Avevi in mente un lettore specifico mentre lo scrivevi? Una persona tipo?

Di sicuro un lettore dei gialli investigativi, qualcuno che ama gli intrighi e risolvere qualche enigma, però mi piacerebbe che fosse letto anche da chi non ha ancora provato ad approcciarsi a questo genere per scoprire che in fondo potrebbe piacergli.


Quanto tempo ti ha richiesto completare la scrittura?


All’incirca un mese e mezzo. Poi ovviamente ci sono state le varie riletture, correzioni editing. Nel complesso due mesi e mezzo, più o meno. So che è un tempo relativamente breve, ma io ho smesso di lavorare e quindi posso dedicare alla scrittura molto più tempo di tante altre persone.



Preferisci lasciarti guidare dall’ispirazione o lavori seguendo una scaletta precisa?


Non uso mai una scaletta precisa. Preferisco lasciare che sia l’ispirazione a prendere il sopravvento. Mi attrae quando le parole scorrono da sole sulla tastiera e gli intrighi prendono forma. Durante la scrittura mi piace rileggere quello che ho scritto perché capita sempre che nel frattempo arrivi qualche nuova idea da inserire.


Hai dei riti, abitudini o momenti particolari in cui la scrittura fluisce meglio?

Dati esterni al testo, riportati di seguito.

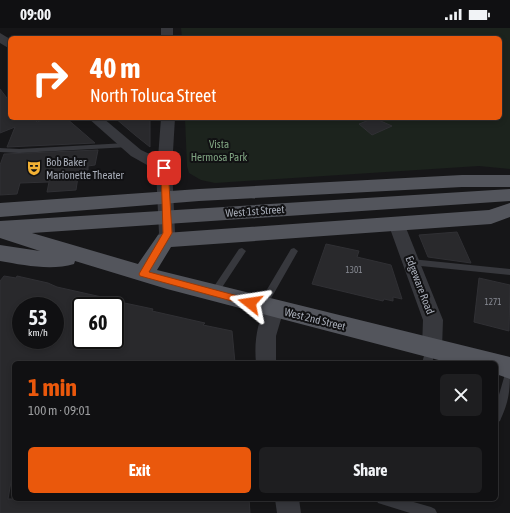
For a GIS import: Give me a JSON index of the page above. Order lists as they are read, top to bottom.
{
  "streets": {
    "main road": ["West 1st Street", "West 2nd Street"],
    "street": ["Edgeware Road"]
  },
  "crossings": [
    ["Edgeware Road", "West 2nd Street"]
  ],
  "parks": ["Vista Hermosa Park"],
  "places": {
    "theatre": ["Bob Baker Marionette Theater"]
  },
  "house_numbers": ["1301", "1271"],
  "page": {
    "status": "09:00",
    "turn": ["40 m", "North Toluca Street"],
    "speed": "53 km/h",
    "limit": "60",
    "heading": ["1 min", "100 m · 09:01"],
    "buttons": ["Exit", "Share"]
  }
}
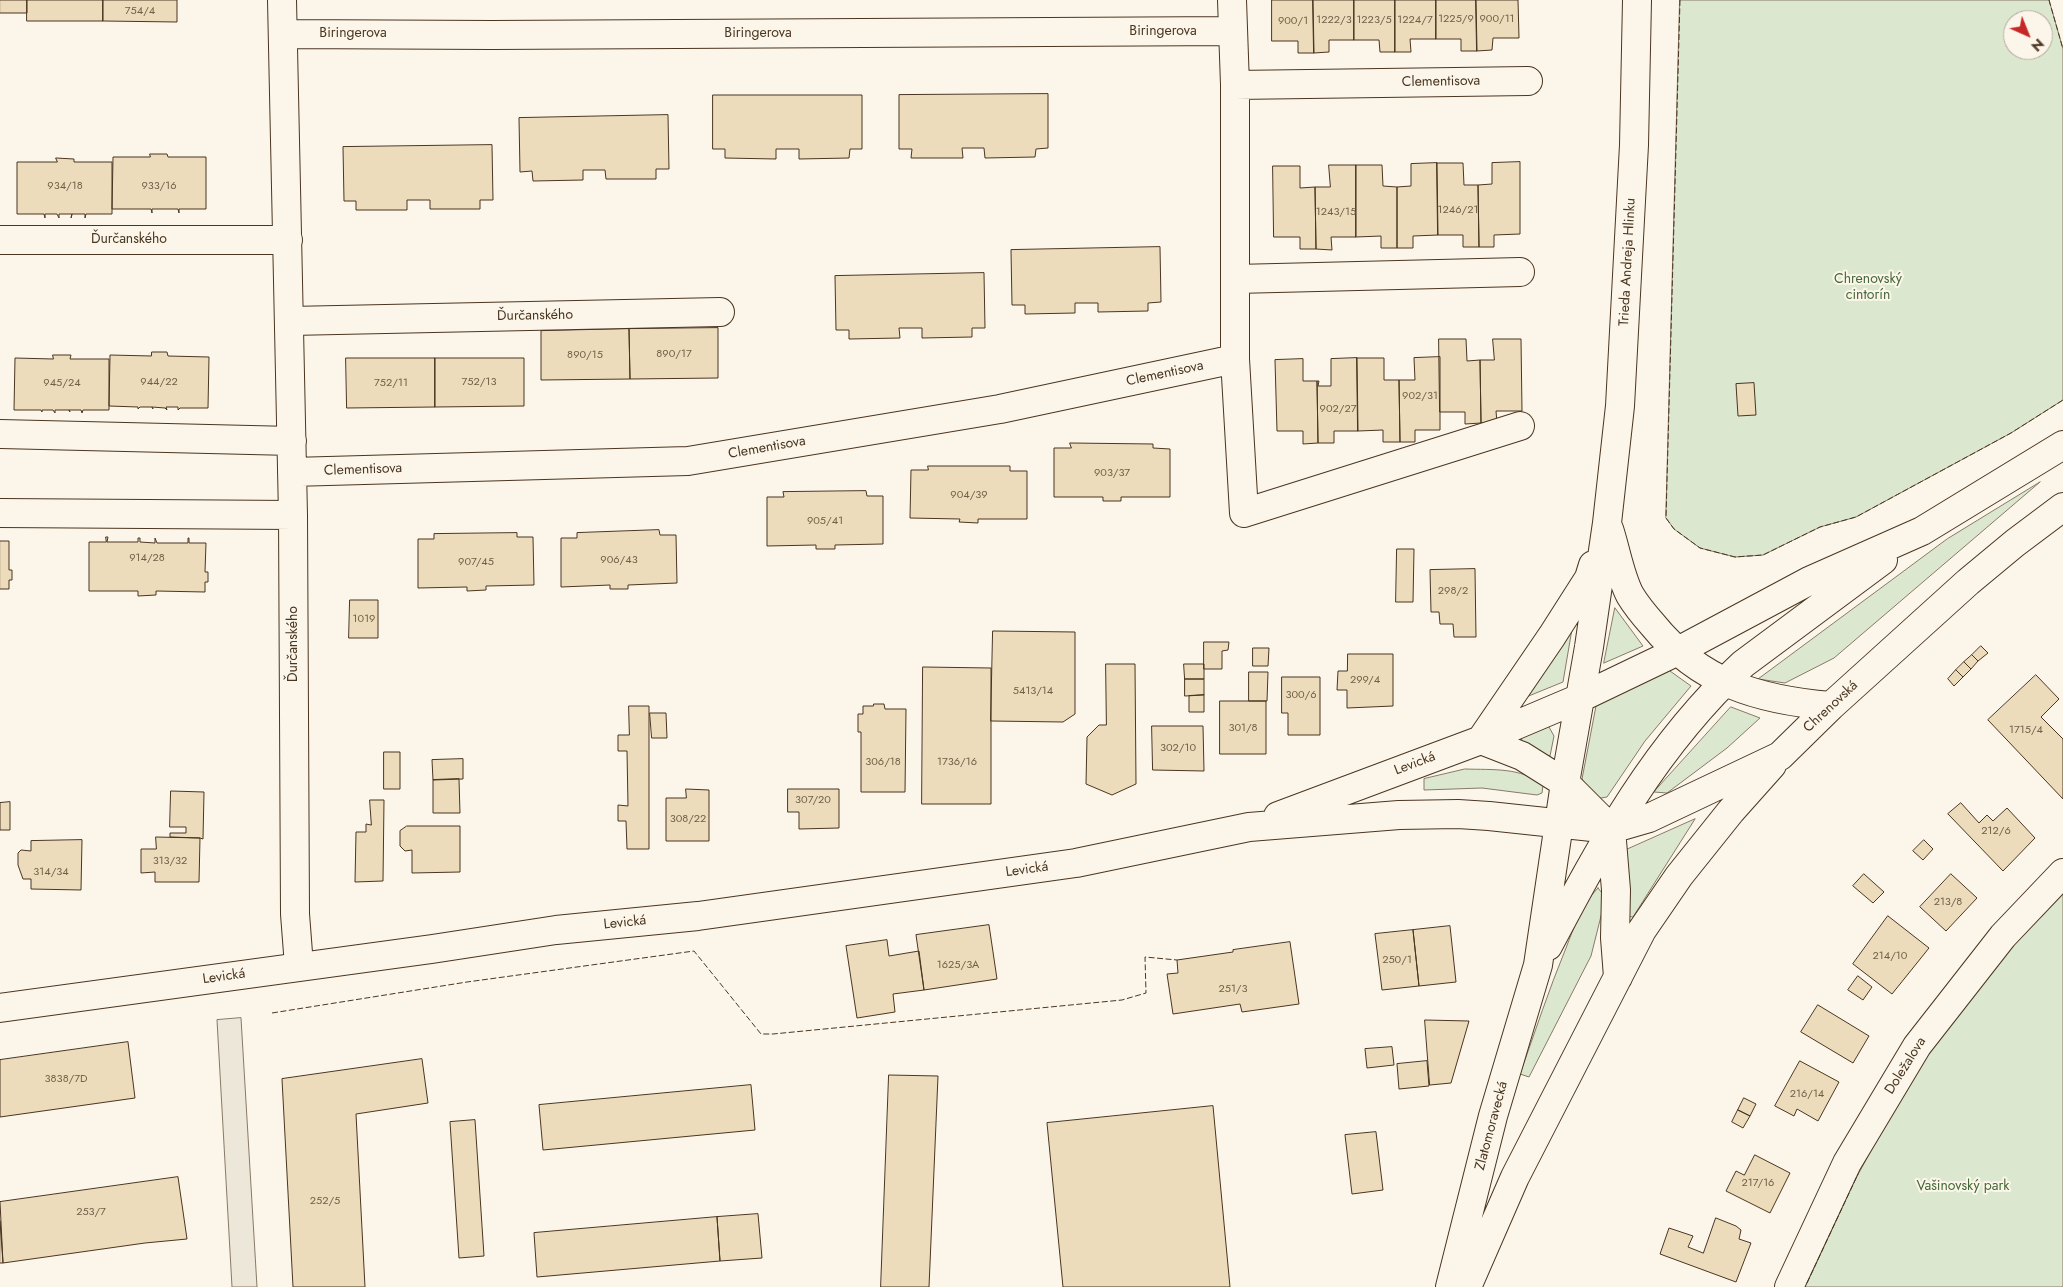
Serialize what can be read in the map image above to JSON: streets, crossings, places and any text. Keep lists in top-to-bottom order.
{
  "streets": {
    "main road": [
      "Biringerova",
      "Clementisova",
      "Ďurčanského",
      "Trieda Andreja Hlinku",
      "Chrenovská",
      "Levická",
      "Doležalova",
      "Zlatomoravecká"
    ]
  },
  "crossings": [
    ["Biringerova", "Ďurčanského"],
    ["Clementisova", "Ďurčanského"],
    ["Ďurčanského", "Levická"],
    ["Chrenovská", "Levická"]
  ],
  "parks": ["Chrenovský cintorín", "Vašinovský park"],
  "house_numbers": [
    "754/4",
    "1225/9",
    "900/11",
    "1222/3",
    "1223/5",
    "1224/7",
    "900/1",
    "934/18",
    "933/16",
    "1246/21",
    "1243/15",
    "890/17",
    "890/15",
    "944/22",
    "752/13",
    "945/24",
    "752/11",
    "902/31",
    "902/27",
    "903/37",
    "904/39",
    "905/41",
    "914/28",
    "906/43",
    "907/45",
    "298/2",
    "1019",
    "299/4",
    "5413/14",
    "300/6",
    "301/8",
    "1715/4",
    "302/10",
    "306/18",
    "1736/16",
    "307/20",
    "308/22",
    "212/6",
    "313/32",
    "314/34",
    "213/8",
    "214/10",
    "250/1",
    "1625/3A",
    "251/3",
    "3838/7D",
    "216/14",
    "217/16",
    "252/5",
    "253/7"
  ],
  "north": "bottom right"
}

Non ho particolari riti, scrivo senza problemi quando non ho nessuno intorno, e questo spesso capita di notte. In quelle ore, quando niente può distrarmi, riesco a riempire molte più pagine che in un normale pomeriggio solitario.


Cosa ti spinge a scrivere, oltre alla voglia di raccontare una storia?

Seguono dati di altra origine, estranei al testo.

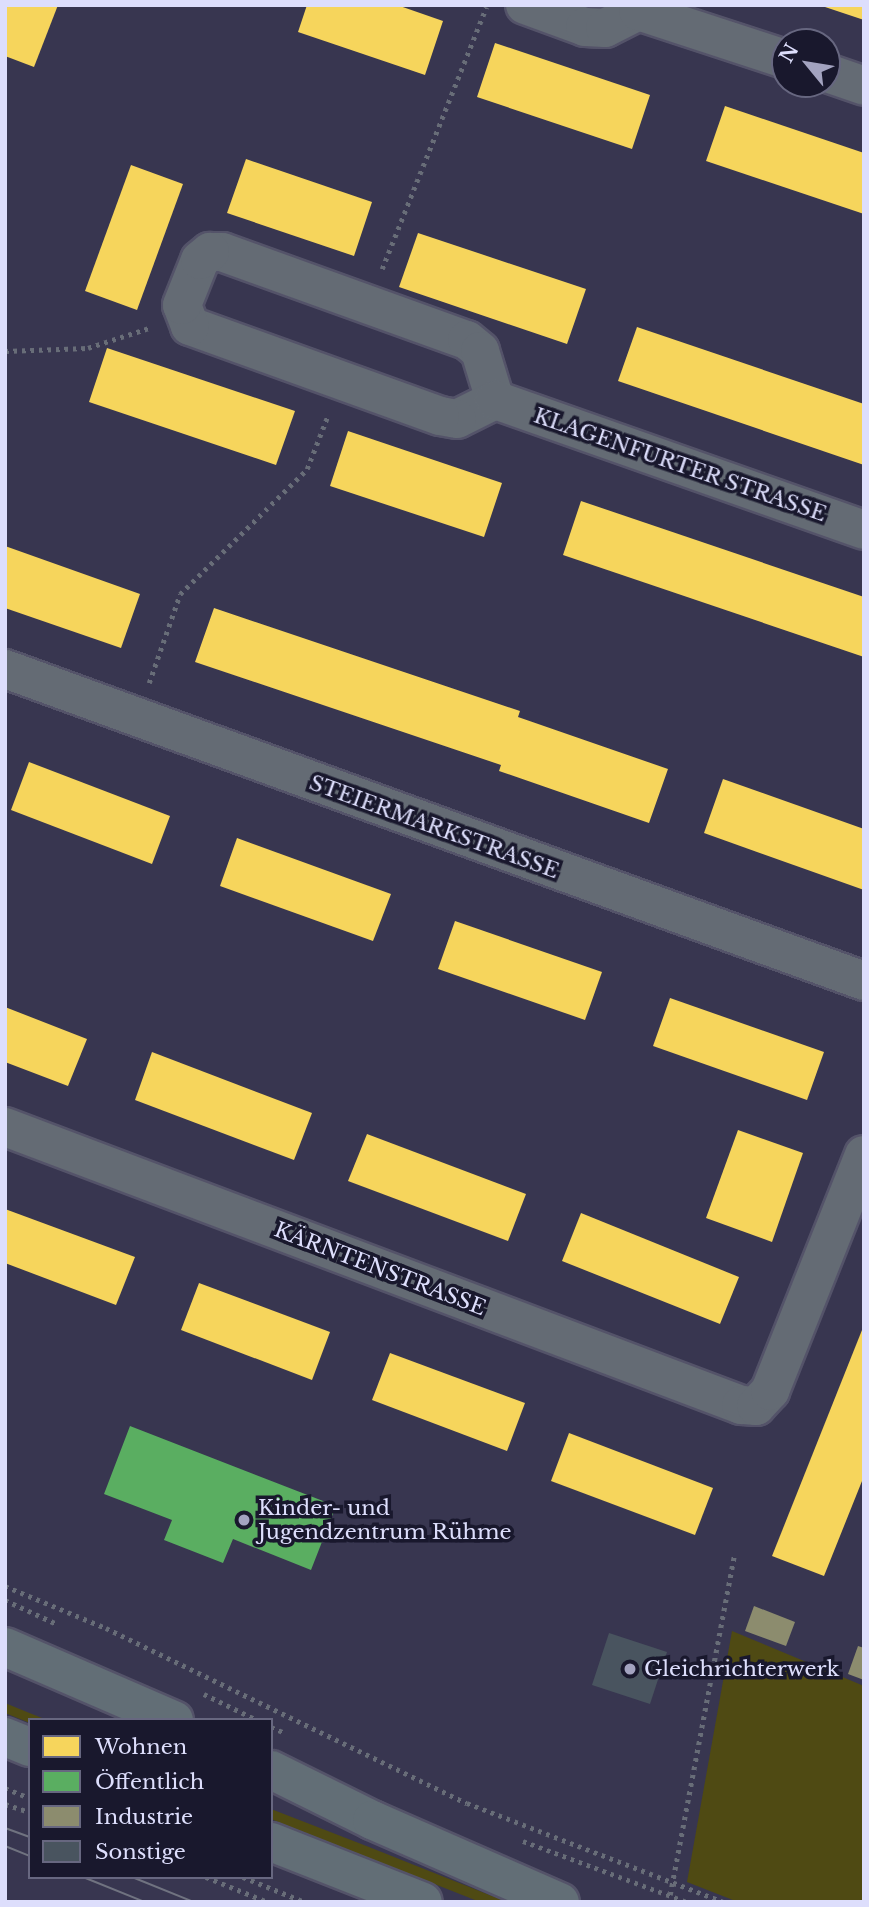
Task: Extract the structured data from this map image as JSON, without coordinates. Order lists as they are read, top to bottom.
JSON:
{
  "streets": {
    "street": ["KLAGENFURTER STRASSE", "STEIERMARKSTRASSE", "KÄRNTENSTRASSE"]
  },
  "places": ["Kinder- und Jugendzentrum Rühme", "Gleichrichterwerk"],
  "legend": [
    "Wohnen",
    "Öffentlich",
    "Industrie",
    "Sonstige"
  ],
  "north": "top left"
}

Scrivere mi dà l’opportunità di portare via la mente dalla quotidianità, è la classica valvola di sfogo che ogni scrittore menziona, ma in realtà è anche un modo per mettermi alla prova e scoprire, ogni volta che un lettore o una lettrice legge un mio libro e lo commenta, quanto io sia stata in grado di coinvolgerli nella storia. In più, aggiungiamo la soddisfazione nel ricevere commenti positivi, elogi e sapere che c’è sempre qualcuno affezionato che aspetta la mia prossima uscita.

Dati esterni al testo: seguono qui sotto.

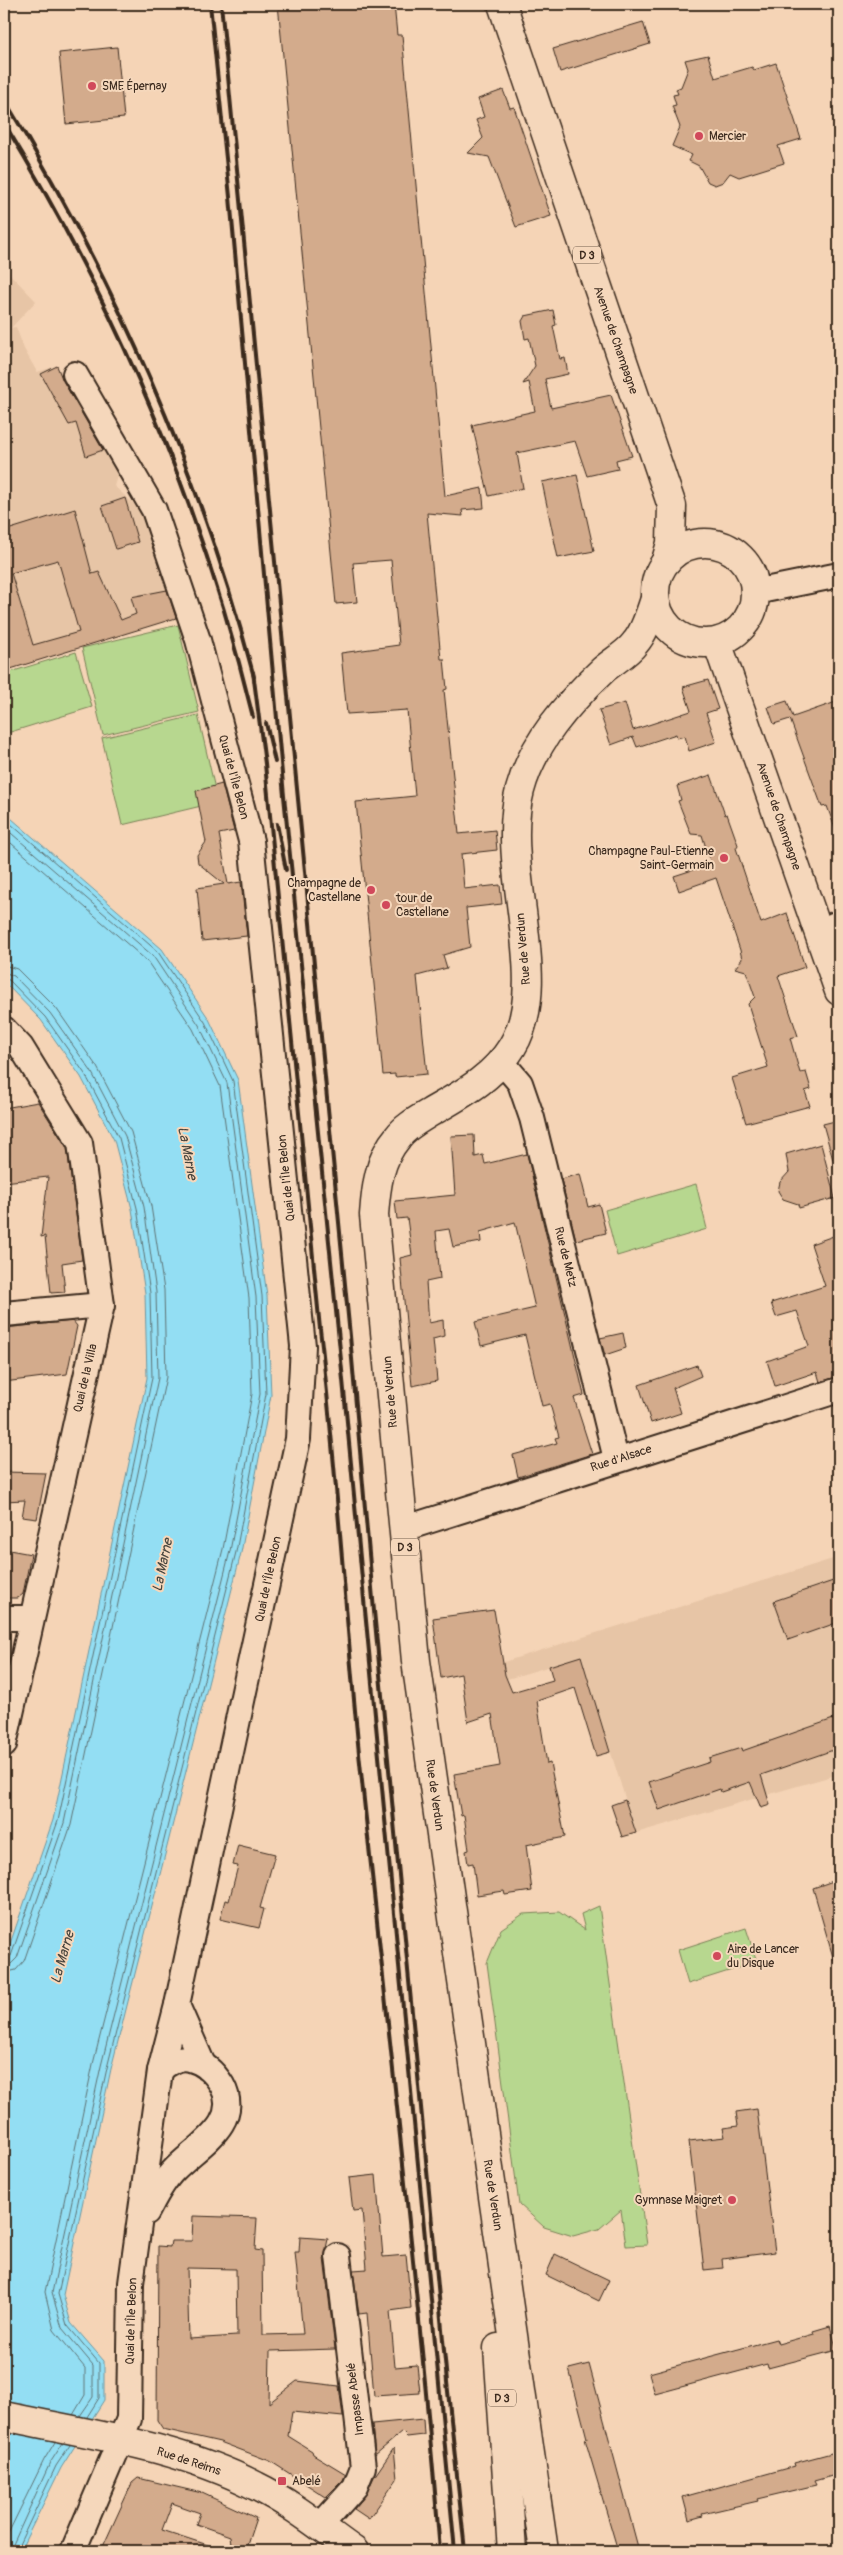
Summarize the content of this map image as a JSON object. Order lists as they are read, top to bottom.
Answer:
{
  "streets": {
    "main road": [
      "D 3",
      "Avenue de Champagne",
      "Rue de Verdun",
      "Rue de Reims"
    ],
    "street": [
      "Quai de l'Île Belon",
      "Rue de Metz",
      "Quai de la Villa",
      "Rue d'Alsace",
      "Impasse Abelé"
    ]
  },
  "crossings": [
    ["Avenue de Champagne", "Rue de Verdun"],
    ["Quai de l'Île Belon", "Rue de Reims"],
    ["Rue de Verdun", "Rue de Metz"],
    ["Rue de Verdun", "Rue d'Alsace"],
    ["Rue de Metz", "Rue d'Alsace"],
    ["Impasse Abelé", "Rue de Reims"]
  ],
  "water": ["La Marne"],
  "places": {
    "other": [
      "SME Épernay",
      "Mercier",
      "Champagne Paul-Etienne Saint-Germain",
      "Champagne de Castellane",
      "tour de Castellane",
      "Aire de Lancer du Disque",
      "Gymnase Maigret"
    ],
    "transit": ["Abelé"]
  }
}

Qual è il miglior consiglio che ti senti di dare a chi sogna di scrivere un libro?

Quello di mettersi alla prova, di non lasciarsi mai convincere che non ne sarà capace. Se ci crede deve provare. Magari le prime saranno sconfitte, forse non sarà all’altezza, o forse sarà il nuovo Stephen King, non lo può sapere se non si butta. Scrivere è un piacere che sentiamo dentro e che dobbiamo in tutti i modi soddisfare, la paura non ci darà mai nessuna soddisfazione. Meglio averci provato e aver fallito che non averci provato affatto.